Now that we have looked at the basics of the the message passing or belief propagation algorithm we will generalize the method to efficiently compute marginal distributions of the nodes of a tree graph. The naive approach would be to perform a query on each of the nodes in the graph. While this approach would work in principle, it is computationally inefficient. We will explore an algorithm that will efficiently compute the marginal distributions on the graph, including message reuse. 

A key fact to notice that a node only **sends a message to a neighbor only once it has received messages from all other neighbors**. For example, in the figure above the  messages must be passed in  the following order:

1. $m_{53}x(x_3)$ and $m_{43}x(x_3)$,
2. $m_{32}x(x_2)$, and
3. $m_{21}x(x_1)$.

If were where to continue with simple message passing to compute all the marginal distributions of the variables on the graph we would see that we would be recomputing the same messages several times. In fact, the computational complexity of this approach is $NC$ where $N$ is the number of nodes and $C$ is the complexity of the branching of the nodes. 

Keeping in mind that the ordering requirement guides the construction of efficient algorithms, we explore a method to extend the message passing algorithm. 

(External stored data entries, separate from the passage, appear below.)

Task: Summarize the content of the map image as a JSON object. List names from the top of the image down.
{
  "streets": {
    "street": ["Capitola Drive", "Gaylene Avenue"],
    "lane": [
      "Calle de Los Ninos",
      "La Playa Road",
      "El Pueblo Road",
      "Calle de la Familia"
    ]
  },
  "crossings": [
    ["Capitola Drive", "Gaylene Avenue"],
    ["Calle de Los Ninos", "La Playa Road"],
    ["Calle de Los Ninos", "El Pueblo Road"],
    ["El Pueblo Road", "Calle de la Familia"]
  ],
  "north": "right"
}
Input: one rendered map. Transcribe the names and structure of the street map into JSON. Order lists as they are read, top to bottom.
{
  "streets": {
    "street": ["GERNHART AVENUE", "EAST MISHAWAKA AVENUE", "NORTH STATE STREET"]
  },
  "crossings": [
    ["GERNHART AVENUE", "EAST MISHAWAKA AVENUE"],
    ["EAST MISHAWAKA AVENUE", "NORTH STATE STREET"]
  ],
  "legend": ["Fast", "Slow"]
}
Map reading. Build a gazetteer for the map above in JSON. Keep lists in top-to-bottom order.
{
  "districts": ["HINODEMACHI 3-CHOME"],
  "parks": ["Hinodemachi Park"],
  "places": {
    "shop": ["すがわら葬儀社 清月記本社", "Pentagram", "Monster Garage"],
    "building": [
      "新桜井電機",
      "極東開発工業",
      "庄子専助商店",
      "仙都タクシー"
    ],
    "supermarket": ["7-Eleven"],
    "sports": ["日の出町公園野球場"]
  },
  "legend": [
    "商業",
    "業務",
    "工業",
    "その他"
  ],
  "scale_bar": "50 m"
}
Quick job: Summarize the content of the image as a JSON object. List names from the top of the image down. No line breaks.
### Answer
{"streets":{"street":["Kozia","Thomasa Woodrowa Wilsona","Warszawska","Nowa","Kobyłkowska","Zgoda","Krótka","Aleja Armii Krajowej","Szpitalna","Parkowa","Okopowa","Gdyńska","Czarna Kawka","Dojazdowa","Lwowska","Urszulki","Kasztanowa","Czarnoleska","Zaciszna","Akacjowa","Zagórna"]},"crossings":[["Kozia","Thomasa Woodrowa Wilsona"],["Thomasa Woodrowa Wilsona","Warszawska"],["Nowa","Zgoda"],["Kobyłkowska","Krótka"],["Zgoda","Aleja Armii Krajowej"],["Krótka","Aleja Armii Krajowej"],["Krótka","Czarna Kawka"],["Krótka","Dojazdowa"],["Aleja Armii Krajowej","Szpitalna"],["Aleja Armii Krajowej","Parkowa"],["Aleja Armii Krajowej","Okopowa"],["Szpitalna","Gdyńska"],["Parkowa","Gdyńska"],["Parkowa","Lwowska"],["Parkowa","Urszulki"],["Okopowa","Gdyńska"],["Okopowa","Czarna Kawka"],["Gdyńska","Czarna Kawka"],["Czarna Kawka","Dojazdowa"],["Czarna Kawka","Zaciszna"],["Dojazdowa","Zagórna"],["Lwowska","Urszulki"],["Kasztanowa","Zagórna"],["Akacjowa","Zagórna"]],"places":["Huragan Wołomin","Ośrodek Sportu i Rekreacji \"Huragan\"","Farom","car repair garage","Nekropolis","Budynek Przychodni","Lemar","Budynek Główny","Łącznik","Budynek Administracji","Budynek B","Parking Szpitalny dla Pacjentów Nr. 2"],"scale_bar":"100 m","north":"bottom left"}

Developing an efficient method for computing the marginal distributions on a tree leads us to the **two pass algorithm**. The two pass algorithm proceeds by two steps:
1. The **conditional probability distribution** (**CDP**) are updated using **Evidence**.  
2. The nodes **collects** messages from their neighbors, which **emit** messages to the node. Leaf nodes emit messages at the start of the collection step. 
3. One a node has collected messages from neighbors it **distributes** messages to its neighbors. In the distribution phase, a node may only emit a messages once it has collected messages from all of its neighbors. 
4. The marginal distributions are computed. 

A schematic view of this algorithm is illustrated in the figure below.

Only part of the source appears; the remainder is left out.